_THE PROBLEM:_ Each line below from the one containing "context.lineJoin = 'round';" through the one containing "const poly = rows" should be output exactly as it stands, and no other line should appear.

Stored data
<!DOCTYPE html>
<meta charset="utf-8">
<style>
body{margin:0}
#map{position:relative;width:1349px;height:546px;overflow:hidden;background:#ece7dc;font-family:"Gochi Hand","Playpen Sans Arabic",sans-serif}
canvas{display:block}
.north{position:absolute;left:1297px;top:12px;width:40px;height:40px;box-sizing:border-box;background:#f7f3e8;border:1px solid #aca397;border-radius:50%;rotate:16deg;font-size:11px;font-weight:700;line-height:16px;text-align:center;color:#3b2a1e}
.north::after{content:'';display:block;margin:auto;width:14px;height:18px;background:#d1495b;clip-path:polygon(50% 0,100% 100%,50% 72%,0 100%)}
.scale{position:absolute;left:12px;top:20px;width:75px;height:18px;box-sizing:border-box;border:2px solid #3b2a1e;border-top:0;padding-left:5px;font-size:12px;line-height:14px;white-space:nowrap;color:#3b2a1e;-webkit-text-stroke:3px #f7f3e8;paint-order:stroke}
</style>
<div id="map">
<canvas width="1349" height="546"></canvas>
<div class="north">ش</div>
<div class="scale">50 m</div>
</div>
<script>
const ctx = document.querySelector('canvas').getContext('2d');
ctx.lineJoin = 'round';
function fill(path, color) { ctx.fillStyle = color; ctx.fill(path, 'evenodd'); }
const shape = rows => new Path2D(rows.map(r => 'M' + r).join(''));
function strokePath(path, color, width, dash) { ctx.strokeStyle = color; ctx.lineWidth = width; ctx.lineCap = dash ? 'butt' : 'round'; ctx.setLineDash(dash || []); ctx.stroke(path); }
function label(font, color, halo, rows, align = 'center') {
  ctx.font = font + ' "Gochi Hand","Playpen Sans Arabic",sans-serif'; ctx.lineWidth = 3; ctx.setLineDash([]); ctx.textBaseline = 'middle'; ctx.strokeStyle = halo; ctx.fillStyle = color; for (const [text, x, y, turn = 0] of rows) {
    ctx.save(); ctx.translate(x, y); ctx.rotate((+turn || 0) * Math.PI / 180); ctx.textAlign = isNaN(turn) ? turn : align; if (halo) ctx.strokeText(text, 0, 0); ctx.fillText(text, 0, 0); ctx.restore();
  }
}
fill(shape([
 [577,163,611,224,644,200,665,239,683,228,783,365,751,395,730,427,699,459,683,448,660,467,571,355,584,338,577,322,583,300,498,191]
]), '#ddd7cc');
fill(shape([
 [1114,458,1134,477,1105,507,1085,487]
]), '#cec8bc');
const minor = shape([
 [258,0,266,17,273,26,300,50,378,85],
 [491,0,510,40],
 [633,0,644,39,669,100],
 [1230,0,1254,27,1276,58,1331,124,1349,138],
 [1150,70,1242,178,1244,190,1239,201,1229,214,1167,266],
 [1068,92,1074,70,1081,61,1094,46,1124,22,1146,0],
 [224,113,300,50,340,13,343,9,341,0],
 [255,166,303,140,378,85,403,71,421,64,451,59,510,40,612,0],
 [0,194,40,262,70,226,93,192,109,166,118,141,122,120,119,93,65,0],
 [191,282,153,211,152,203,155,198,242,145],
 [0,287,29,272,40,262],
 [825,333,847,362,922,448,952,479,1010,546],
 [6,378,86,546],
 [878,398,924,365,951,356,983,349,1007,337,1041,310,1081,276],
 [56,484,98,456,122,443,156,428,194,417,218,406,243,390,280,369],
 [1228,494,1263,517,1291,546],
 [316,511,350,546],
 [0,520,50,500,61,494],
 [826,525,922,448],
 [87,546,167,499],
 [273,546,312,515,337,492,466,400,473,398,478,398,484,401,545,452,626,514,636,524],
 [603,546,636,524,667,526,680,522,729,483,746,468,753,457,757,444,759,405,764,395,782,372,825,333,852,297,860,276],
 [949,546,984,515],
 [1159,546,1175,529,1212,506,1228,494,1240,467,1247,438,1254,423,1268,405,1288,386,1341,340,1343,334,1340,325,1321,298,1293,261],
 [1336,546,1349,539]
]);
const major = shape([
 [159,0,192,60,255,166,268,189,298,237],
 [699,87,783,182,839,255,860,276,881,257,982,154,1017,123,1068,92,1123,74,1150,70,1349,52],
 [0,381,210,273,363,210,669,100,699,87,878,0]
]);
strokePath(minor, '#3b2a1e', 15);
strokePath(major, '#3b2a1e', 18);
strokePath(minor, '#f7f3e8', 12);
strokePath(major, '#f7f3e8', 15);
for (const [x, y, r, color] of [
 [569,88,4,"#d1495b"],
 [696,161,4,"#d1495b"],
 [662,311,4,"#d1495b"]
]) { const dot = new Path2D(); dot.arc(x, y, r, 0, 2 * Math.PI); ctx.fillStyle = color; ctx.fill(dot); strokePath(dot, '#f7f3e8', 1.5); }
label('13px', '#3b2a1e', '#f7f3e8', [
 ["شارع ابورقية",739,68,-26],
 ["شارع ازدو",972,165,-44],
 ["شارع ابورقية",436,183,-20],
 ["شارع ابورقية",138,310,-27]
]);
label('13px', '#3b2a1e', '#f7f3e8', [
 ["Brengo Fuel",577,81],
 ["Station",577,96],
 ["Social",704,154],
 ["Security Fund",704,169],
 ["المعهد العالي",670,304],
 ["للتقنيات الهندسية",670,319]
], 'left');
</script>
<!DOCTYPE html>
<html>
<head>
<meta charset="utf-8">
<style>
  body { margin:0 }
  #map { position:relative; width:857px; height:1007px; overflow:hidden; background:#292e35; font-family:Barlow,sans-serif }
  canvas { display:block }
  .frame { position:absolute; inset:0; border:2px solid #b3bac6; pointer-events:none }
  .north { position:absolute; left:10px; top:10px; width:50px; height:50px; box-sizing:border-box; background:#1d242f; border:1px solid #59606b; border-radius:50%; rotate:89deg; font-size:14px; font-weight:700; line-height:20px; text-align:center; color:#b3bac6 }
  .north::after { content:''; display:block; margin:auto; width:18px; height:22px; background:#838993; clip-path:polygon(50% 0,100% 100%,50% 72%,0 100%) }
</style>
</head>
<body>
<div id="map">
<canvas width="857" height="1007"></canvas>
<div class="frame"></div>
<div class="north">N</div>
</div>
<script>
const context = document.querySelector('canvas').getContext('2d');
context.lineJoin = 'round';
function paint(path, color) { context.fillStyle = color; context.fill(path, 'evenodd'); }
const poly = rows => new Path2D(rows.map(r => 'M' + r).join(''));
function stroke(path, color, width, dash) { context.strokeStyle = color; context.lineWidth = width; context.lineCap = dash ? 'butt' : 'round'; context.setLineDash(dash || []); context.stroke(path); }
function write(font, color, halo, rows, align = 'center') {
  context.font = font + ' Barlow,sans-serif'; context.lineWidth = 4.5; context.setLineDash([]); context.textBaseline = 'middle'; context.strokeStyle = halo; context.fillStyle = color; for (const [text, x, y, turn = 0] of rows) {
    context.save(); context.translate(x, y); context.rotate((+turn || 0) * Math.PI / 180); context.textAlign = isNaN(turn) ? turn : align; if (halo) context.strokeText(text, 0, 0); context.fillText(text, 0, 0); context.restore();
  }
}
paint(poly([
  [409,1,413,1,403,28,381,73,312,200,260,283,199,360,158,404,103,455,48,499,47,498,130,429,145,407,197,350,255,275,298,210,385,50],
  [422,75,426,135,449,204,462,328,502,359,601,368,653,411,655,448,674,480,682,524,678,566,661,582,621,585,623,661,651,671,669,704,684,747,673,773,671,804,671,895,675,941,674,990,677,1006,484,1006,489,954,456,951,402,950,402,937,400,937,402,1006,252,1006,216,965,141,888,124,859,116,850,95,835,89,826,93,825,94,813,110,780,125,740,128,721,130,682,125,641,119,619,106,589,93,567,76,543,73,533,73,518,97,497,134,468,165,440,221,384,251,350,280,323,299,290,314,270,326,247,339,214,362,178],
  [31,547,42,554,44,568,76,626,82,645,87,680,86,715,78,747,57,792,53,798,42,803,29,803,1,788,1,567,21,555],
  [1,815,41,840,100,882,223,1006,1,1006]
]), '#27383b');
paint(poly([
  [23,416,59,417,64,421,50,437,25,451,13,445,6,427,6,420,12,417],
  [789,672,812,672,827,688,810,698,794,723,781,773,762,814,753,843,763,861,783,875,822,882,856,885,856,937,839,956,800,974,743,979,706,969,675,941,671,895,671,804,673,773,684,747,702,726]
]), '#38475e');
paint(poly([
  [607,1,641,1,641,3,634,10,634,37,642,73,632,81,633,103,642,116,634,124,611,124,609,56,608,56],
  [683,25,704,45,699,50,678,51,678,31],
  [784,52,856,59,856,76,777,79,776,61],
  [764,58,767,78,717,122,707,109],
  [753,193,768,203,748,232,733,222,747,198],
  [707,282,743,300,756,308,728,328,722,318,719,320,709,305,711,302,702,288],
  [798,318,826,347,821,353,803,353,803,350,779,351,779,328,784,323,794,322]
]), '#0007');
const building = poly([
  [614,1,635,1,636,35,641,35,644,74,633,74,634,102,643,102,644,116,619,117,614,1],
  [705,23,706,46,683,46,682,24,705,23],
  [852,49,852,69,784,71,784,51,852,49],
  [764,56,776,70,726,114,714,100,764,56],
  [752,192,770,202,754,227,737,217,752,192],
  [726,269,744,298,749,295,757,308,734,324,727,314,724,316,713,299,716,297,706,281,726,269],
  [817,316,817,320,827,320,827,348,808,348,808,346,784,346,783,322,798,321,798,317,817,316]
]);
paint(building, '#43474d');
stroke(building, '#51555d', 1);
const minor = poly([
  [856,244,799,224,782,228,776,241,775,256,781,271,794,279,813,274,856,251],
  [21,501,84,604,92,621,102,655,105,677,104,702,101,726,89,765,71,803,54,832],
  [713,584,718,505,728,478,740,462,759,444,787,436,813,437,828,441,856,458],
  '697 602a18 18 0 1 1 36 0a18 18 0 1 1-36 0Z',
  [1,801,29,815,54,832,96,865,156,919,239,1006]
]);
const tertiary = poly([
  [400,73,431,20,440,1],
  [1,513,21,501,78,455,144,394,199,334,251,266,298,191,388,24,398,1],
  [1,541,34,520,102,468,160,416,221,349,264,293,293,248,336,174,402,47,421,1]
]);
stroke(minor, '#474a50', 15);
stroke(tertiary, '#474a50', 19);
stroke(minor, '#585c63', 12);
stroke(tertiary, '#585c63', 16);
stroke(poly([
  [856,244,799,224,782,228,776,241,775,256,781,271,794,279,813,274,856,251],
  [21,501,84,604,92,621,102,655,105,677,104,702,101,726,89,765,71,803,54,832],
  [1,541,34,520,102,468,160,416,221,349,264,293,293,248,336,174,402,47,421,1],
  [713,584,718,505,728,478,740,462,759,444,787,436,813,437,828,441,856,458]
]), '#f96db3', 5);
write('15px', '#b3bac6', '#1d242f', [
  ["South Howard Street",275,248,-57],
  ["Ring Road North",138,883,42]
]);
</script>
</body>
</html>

_OUTPUT:_
context.lineJoin = 'round';
function paint(path, color) { context.fillStyle = color; context.fill(path, 'evenodd'); }
const poly = rows => new Path2D(rows.map(r => 'M' + r).join(''));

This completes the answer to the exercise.